Interview

Delian Asparouhov on venture's K-shaped funding curve, SPVs replacing traditional VC, and the upcoming IPO wave

Jan 8, 2026 with Delian Asparouhov

Key Points

  • Venture funding fell 35% in 2025, but SpaceX, OpenAI, Anthropic, and xAI captured roughly 60% of all VC dollars deployed, concentrating capital among mega-franchises rather than a broad market collapse.
  • Late-stage capital is increasingly flowing through fee-free SPVs that function as relationship infrastructure for mega-round fundraising, allowing multi-stage funds to build proximity to marquee names while preserving core fund economics.
  • Asparouhov expects 2026 to deliver the largest IPO cohort ever absorbed by public markets, with a potential SpaceX filing triggering S-1 scrutiny that forces valuation comparisons across all remaining private AI companies.
Delian Asparouhov on venture's K-shaped funding curve, SPVs replacing traditional VC, and the upcoming IPO wave

Summary

Venture capital fundraising fell 35% in 2025, but the headline obscures a structural bifurcation rather than a broad collapse. Delian Asparouhov of Founders Fund argues the industry is reprising private equity's consolidation arc, where a cottage-industry phase gives way to concentration around a handful of mega-franchises. Deal count has been on a strict linear decline since the 2021 peak, with total transactions above $5 million falling every year globally.

The K-Shape in Practice

Capital is not leaving venture, it is pooling. SpaceX, OpenAI, Anthropic, and xAI collectively absorbed roughly 60% of all VC dollars deployed in the most recent year tracked, leaving the rest of the market to compete over a shrinking pool of logos. Companies staying private longer compounds the effect: public-market liquidity is being captured by an ever-smaller set of private giants, and regulatory caps on cap-table participants — approximately 6,500 institutional holders before a mandatory public filing — structurally force aggregation.

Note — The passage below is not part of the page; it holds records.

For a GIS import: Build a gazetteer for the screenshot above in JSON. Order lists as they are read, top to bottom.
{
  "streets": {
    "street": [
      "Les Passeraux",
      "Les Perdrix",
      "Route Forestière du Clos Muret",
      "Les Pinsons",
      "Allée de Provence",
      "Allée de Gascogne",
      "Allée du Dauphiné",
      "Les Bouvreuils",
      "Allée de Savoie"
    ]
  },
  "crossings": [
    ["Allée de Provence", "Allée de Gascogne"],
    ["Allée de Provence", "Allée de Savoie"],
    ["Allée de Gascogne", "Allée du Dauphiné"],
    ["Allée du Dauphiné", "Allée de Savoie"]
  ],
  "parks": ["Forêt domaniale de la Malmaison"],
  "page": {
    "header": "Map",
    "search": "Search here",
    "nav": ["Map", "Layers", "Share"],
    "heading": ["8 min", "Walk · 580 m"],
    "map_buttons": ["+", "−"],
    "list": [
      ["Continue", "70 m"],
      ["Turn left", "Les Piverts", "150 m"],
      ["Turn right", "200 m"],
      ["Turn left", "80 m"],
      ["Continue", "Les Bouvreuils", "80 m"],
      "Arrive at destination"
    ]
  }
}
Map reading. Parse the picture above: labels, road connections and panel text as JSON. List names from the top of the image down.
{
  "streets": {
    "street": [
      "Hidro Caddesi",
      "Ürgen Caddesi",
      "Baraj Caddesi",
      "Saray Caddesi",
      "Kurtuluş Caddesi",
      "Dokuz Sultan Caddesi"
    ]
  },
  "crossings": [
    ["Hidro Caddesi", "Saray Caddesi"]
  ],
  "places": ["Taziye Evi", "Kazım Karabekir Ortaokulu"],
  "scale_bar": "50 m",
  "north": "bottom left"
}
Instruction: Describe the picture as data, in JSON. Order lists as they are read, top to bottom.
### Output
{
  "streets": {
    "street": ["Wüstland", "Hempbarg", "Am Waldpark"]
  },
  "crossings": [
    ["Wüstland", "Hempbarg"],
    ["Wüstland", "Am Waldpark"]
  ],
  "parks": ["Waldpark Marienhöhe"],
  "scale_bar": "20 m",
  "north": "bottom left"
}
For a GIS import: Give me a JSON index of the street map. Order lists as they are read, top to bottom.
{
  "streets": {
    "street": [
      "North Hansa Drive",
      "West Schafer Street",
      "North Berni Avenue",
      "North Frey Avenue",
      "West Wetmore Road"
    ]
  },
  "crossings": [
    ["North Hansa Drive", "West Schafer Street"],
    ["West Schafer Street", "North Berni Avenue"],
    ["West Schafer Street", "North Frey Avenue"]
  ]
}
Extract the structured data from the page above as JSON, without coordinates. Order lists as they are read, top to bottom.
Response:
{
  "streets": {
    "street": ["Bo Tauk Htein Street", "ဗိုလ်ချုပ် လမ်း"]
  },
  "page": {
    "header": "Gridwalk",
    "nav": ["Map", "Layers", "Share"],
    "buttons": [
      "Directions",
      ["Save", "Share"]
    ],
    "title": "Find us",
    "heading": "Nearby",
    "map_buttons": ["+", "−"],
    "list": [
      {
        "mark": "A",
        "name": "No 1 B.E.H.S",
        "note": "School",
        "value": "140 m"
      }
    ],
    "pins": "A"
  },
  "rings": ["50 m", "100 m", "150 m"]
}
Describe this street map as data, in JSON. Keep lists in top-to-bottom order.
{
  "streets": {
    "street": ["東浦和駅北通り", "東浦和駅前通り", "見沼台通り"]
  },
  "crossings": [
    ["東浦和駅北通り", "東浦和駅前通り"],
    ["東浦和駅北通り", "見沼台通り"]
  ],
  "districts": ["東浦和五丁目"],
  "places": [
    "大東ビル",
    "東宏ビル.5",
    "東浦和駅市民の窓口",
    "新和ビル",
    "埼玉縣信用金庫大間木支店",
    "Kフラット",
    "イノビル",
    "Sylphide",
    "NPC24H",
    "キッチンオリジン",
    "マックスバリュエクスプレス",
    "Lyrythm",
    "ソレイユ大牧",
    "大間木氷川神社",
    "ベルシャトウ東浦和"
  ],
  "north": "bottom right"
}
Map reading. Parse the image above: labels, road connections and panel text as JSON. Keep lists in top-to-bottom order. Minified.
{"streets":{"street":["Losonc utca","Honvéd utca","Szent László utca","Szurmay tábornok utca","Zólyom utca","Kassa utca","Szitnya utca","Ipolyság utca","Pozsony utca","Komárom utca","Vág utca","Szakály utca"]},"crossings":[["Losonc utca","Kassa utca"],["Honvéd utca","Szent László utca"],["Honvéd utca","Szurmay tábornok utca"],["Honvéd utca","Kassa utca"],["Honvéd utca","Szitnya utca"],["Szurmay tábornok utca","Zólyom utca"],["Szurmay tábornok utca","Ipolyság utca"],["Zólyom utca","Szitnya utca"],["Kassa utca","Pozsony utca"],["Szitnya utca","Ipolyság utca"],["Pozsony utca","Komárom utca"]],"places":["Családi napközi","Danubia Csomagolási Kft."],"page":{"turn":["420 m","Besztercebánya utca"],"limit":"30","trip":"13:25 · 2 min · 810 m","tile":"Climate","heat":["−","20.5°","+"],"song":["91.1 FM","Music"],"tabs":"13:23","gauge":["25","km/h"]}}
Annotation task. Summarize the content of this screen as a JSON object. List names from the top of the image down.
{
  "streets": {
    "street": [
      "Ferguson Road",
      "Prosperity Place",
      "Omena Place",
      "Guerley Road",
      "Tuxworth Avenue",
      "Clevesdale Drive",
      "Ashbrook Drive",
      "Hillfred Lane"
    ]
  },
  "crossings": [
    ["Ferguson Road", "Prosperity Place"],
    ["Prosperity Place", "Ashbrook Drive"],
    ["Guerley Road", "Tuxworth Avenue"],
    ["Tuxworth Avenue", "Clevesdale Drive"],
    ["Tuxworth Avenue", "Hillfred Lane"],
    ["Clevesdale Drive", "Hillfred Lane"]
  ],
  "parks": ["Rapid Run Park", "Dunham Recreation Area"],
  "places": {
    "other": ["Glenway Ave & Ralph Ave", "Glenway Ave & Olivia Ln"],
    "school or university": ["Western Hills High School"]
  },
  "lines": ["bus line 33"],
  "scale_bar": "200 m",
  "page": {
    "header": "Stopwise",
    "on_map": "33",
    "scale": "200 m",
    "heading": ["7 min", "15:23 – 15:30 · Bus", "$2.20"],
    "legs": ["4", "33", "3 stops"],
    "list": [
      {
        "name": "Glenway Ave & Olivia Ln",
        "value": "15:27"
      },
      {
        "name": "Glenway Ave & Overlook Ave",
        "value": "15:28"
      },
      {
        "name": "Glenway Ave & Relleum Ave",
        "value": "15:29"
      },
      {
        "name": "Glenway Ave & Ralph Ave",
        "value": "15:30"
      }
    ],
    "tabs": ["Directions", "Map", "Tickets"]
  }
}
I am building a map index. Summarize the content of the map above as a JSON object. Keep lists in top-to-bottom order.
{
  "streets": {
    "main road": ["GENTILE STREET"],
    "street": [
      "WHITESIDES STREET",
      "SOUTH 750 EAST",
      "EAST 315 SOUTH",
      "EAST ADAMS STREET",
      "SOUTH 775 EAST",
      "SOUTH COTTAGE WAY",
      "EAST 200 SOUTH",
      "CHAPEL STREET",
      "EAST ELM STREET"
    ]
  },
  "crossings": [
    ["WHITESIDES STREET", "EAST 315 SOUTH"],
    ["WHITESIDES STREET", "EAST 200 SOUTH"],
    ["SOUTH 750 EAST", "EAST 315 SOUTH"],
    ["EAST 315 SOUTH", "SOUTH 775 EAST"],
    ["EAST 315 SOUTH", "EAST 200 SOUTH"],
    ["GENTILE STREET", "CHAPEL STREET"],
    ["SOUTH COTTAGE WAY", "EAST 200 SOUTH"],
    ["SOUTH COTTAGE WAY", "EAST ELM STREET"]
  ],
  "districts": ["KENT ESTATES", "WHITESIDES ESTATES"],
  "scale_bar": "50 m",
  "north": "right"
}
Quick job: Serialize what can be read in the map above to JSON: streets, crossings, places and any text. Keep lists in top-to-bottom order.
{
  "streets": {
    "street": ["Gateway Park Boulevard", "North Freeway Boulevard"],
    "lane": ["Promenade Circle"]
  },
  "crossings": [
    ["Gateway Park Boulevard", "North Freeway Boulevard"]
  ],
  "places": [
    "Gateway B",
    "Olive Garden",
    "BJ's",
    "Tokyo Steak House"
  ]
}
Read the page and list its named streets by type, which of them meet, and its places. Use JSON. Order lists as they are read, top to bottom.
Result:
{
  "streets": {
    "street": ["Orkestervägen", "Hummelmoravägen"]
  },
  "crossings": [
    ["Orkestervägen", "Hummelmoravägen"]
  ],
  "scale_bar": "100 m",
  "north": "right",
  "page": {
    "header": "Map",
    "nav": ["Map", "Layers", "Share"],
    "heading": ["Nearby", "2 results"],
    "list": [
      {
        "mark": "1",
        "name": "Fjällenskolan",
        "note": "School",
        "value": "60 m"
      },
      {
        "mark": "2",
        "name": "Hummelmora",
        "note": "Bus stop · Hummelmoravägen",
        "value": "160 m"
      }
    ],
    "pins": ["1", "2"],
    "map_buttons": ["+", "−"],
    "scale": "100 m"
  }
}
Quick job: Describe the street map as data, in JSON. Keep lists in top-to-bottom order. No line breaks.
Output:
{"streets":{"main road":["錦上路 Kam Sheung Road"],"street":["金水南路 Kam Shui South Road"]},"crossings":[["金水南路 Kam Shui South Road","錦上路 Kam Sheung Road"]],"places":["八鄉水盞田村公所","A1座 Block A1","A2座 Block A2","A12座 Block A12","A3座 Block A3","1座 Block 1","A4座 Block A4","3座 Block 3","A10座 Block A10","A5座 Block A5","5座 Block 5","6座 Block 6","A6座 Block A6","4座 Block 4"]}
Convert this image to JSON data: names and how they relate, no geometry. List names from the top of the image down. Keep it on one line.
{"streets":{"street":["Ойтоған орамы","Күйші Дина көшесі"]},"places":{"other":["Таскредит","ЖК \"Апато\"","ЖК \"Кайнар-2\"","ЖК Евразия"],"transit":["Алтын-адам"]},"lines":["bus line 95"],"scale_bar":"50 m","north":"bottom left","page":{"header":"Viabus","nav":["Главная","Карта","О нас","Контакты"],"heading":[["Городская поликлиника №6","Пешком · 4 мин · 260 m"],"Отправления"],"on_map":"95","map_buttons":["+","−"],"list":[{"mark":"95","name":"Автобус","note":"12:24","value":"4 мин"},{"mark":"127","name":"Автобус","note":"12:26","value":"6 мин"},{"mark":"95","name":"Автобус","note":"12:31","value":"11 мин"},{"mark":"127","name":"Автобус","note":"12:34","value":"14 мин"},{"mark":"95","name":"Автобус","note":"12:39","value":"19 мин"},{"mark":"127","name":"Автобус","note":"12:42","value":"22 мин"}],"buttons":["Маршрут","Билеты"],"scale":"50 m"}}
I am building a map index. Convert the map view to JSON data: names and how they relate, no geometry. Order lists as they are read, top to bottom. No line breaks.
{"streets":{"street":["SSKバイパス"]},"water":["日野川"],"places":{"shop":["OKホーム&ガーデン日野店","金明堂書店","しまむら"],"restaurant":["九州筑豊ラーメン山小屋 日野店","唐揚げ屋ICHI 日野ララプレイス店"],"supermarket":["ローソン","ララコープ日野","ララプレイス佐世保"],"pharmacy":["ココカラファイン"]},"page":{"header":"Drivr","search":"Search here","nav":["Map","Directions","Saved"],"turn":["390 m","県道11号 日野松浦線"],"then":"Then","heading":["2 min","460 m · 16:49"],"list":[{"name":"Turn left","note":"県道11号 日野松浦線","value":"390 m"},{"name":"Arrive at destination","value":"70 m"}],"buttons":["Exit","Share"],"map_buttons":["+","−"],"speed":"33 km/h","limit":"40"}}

SPVs as Shadow Infrastructure

A larger share of late-stage capital is being deployed through fee-free, carry-free SPVs than is publicly acknowledged. Multi-stage funds use these vehicles not for direct economics but as relationship currency: they serve as outsourced IR for capital-intensive companies like OpenAI that cannot afford to run a full fundraising process while managing operations, customers, and government relationships simultaneously. For the VC, running a feeless SPV builds proximity to a marquee name, enhances LP deal-access offerings, and supports the mark on any existing position. Asparouhov frames it as a stepping stone — funds demonstrate execution on growth SPVs before graduating to formal opportunity or multi-stage vehicles, growing AUM without diluting fund economics on the core portfolio.

The Coming IPO Wave

Asparouhov sees 2026 as structurally positioned for the largest IPO cohort the public markets have ever absorbed, driven by stable inflation, a growing economy, and an absence of near-term geopolitical shocks severe enough to close the window. The scenario he flags as market-moving: if SpaceX files ahead of the AI labs, and xAI is folded into a combined entity alongside a data center business and a historically profitable launch operation, the S-1 scrutiny that follows will force comparisons across every other AI company still private.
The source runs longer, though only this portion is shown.